PRAYERS, by Mr. Byfield.

Domini præsentes fuerunt:

Comes Manchester, Speaker.

Comes Kent.
Comes Warwicke.
Comes Mulgrave.
Comes Denbigh.
Comes Stamford.
L. Viscount Say.
Comes Salisbury.
Comes Northumb.
Ds. Grey.
Ds. Robertes.
Ds. Mountagu.
Ds. La Warr.
Ds. North.
Ds. Dacres.
Ds. Wharton.
Ds. Howard.

Author, &c. of The Parliament's Ten Commandments to be attached.

Ordered, That the Stationers Company shall endeavour to find out the Author and Publisher and Printer of a scandalous aud blasphemous Paper, printed, intituled, "The Parliament's Ten Comandements;" and that they be apprehended by the Gentleman Usher attending this House, and brought before the Lords in Parliament, to answer the same.

Sutton's Ordinance.

The Ordinance for Mr. Sutton's Composition, was read, and Agreed to. (Here enter it.)

Ordinance to suspend the Privilege of Parliament from Peers who have deserted it.

The Ordinance for suspending the Privilege of Parliament to such Peers that have deserted the Parliament, was read the Second Time.

And the House was adjourned into a Committee during Pleasure, (fn. *) to debate the same.

The House being resumed;

The further Consideration of this Business shall be this Day Fortnight; and then the former Ordinance for disabling such Peers as have borne Arms against and deserted the Parliament shall be likewise taken into Consideration.

Message from the H. C. with an Ordinance for repairing Churches.

A Message was brought from the House of Commons, by Mr. Bacon; who brought up an Ordinance for repairing of Churches, wherein their Lordships Concurrence is desired.

The Answer returned was:

Answer.

That this House will take their Message into Consideration, and will return an Answer by Messengers of their own.

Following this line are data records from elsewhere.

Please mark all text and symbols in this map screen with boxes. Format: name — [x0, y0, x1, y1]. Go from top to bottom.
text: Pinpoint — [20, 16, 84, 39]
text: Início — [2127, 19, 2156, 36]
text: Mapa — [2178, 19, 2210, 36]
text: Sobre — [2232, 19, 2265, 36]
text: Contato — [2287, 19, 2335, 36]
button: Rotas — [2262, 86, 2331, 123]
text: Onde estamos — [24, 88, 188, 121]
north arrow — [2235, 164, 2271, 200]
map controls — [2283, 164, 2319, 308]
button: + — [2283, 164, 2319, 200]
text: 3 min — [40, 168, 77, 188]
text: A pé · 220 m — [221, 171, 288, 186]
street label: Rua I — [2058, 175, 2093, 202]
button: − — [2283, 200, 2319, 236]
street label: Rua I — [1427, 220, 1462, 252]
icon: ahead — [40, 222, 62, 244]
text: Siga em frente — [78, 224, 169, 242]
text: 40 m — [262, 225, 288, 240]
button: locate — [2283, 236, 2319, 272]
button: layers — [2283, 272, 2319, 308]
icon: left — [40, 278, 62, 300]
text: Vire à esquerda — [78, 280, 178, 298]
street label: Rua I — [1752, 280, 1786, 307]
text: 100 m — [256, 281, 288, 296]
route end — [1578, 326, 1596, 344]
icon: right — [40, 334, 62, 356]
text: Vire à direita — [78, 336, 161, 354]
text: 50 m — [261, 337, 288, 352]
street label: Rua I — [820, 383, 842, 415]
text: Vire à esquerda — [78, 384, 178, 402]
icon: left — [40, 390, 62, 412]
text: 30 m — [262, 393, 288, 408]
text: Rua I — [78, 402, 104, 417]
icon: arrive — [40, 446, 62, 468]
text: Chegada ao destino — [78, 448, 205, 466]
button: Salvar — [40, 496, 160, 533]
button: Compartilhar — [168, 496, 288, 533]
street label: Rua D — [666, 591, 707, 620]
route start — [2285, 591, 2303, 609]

Articles of Impeachment against the Seven Lords to be sent to them.

The House took into Consideration the Articles of Impeachment against the Seven Lords, of High Trea son, and High Crimes and Misdemeanors, brought from the House of Commons.

And it was moved, "That it might be considered; whether the Releasing of the said Lords, and giving them their Liberties, the 19th of January last, be not a Discharging and Acquitting them of the general Accusation of High Treason; and whether the Releasing of their Persons be a Discharging of the Accusation?"

Then the general Accusation of the Eighth of September was read; and the Order of their Commitment, and the several Messages sent to the House of Commons concerning them, were read.

And the Question being put, "Whether, upon what hath been now read, the general Impeachment against the Seven Lords is dismissed?"

It was Resolved in the Negative.

Next, it was taken into Consideration, "Whether, in the particular Articles against the Seven Lords, there be not a Contrariety in the Averment of the House of Commons; because the Articles make Mention, that they are in Maintenance of a former Charge brought up from the House of Commons against them of High Treason; whereas these Articles are for High Treason, and High Crimes and Misdemeanors?"

And it was moved, "To have a Conference with the House of Commons about it."

And the Question being put, "Whether to send to the Seven Lords Copies of their several and respective Articles, and appoint them a Day to put in their Answers to the same, before such Time as a Conference be had with the House of Commons concerning this Business?"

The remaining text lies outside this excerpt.